High Yield Investment Programs (HYIPs): How to Avoid This Scam
| November 18, 2019
The Financial Industry Regulatory Authority (FINRA) recently issued a warning to investors regarding high yield investment programs, also referred to as HYIPs. The warning indicated that many of these investment scams are being operated as Ponzi schemes. HYIPs have become a growing concern for regulators, as the Federal Bureau of Investigation reported an increase of 105% in new investigations from 2008 to 2009.
In our blog post, High Yield Investment Programs (HYIPs): Ponzi Schemes in the Internet Age, we discussed how these investments boast high rates of return, anywhere from 20 to 100% per day. In reality, HYIPs are simply Ponzi schemes that sell unregistered securities.
In FINRA’s warning, there were numerous signs given that would indicate an investment is a HYIP. Some of these warning signs include the following:
- Unsustainable yields. The return on investment is typically given as a daily rate and is unreasonably high. Most stocks for large companies have averaged 10 percent annually.

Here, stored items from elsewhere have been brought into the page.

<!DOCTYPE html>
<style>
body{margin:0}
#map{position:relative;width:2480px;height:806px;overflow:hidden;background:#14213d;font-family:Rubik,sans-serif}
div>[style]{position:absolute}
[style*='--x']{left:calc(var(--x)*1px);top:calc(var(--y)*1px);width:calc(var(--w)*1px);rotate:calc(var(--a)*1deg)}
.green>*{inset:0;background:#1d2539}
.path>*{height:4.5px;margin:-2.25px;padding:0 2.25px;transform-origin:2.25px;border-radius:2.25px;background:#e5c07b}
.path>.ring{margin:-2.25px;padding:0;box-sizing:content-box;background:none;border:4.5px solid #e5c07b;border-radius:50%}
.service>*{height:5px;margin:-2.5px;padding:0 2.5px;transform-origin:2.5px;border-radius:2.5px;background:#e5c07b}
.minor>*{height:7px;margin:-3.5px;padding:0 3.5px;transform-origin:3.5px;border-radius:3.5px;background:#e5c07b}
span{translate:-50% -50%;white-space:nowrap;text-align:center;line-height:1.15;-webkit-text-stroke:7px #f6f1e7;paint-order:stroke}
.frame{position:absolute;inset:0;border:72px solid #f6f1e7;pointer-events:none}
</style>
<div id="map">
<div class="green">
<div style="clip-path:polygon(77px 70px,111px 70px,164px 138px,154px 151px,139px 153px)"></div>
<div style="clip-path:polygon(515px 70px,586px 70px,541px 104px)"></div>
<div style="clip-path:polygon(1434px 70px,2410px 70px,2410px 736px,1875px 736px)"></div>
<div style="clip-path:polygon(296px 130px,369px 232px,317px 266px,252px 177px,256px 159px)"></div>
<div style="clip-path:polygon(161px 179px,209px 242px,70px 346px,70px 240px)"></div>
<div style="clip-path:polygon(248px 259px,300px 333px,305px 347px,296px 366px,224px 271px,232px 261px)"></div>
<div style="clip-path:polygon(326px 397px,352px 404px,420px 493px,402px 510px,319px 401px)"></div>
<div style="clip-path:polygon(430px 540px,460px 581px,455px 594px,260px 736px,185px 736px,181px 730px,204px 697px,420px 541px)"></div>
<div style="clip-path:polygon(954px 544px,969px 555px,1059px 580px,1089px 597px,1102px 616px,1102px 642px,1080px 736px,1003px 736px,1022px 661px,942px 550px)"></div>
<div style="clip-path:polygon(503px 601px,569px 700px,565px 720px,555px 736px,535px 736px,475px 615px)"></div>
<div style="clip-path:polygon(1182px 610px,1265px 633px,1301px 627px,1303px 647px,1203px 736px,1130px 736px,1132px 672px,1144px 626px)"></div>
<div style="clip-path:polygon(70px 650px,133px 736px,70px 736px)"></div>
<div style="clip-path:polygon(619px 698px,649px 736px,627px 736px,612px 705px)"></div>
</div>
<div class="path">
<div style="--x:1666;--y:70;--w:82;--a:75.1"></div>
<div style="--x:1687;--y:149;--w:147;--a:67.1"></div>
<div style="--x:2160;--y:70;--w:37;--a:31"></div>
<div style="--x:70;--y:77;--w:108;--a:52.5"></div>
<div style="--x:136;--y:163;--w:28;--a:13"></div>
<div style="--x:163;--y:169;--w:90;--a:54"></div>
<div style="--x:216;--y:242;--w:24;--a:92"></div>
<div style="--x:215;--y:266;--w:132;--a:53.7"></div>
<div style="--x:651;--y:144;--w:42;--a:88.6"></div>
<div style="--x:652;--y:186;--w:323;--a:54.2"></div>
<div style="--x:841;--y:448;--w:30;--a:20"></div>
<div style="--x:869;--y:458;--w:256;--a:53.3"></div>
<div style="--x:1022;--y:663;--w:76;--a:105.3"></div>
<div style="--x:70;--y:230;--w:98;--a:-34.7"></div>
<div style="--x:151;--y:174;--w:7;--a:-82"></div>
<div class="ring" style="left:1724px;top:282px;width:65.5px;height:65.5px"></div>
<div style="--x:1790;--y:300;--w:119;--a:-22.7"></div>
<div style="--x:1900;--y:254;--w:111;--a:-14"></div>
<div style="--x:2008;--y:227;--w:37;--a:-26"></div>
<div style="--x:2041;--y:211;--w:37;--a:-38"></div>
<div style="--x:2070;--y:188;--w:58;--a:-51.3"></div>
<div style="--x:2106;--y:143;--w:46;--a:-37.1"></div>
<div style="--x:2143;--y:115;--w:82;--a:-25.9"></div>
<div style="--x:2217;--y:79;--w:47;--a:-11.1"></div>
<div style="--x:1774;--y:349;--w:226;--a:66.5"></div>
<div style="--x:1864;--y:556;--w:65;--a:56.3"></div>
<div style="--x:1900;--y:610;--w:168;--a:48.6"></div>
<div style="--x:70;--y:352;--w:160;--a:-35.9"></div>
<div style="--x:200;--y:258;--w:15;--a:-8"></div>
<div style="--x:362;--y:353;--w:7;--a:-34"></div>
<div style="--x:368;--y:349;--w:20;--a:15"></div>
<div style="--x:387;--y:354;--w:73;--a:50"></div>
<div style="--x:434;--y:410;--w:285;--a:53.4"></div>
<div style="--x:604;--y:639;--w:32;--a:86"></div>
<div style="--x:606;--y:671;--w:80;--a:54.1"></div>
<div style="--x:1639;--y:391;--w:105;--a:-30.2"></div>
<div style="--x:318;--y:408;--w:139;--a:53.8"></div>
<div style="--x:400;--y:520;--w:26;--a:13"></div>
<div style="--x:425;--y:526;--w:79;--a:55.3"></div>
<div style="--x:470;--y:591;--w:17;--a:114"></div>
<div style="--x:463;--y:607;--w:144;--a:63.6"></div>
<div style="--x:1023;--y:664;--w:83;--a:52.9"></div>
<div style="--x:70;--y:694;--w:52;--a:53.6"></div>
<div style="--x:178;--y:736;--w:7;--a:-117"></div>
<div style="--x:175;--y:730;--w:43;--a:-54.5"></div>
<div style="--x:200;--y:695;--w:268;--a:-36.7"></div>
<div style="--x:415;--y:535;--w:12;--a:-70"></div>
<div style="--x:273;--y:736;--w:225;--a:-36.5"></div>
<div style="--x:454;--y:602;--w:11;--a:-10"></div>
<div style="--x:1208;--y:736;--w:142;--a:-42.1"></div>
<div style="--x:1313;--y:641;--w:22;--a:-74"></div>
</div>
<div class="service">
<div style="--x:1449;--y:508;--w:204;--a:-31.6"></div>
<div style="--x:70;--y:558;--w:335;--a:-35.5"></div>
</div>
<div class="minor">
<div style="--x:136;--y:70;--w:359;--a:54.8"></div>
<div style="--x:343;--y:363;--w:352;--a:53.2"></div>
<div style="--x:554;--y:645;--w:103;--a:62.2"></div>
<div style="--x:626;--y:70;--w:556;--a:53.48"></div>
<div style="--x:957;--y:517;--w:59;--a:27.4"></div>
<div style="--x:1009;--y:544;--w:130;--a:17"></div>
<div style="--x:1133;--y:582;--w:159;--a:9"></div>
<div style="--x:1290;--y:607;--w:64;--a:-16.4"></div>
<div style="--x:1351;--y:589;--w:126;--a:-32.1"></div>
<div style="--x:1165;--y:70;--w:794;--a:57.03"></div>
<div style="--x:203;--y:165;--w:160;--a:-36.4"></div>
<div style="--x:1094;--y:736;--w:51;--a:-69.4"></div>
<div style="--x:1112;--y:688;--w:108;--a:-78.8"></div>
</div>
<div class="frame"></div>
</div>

- No clear explanation of how return will occur. There are usually only generic explanations given regarding how the returns are reached.
- The HYIP is located in another country. Many of these programs are operated in other countries and they do not have the appropriate licenses.
- Referral fees are paid to investors. As a way to attract new investors, these programs will often pay referral fees, as high as 25 percent, to anyone who can recruit more people.
- Content filled with typos. According to FINRA, one of the telltale signs of a HYIP is content that is full of typos and poor grammar. This content could come in the form of emails, website copy, or other online postings.
You can protect yourself from these investment schemes by looking out for the warning signs mentioned and by taking other precautions. For example, always look into the company offering the investment. You can use FINRA’s BrokerCheck to review a broker and/or broker-dealer.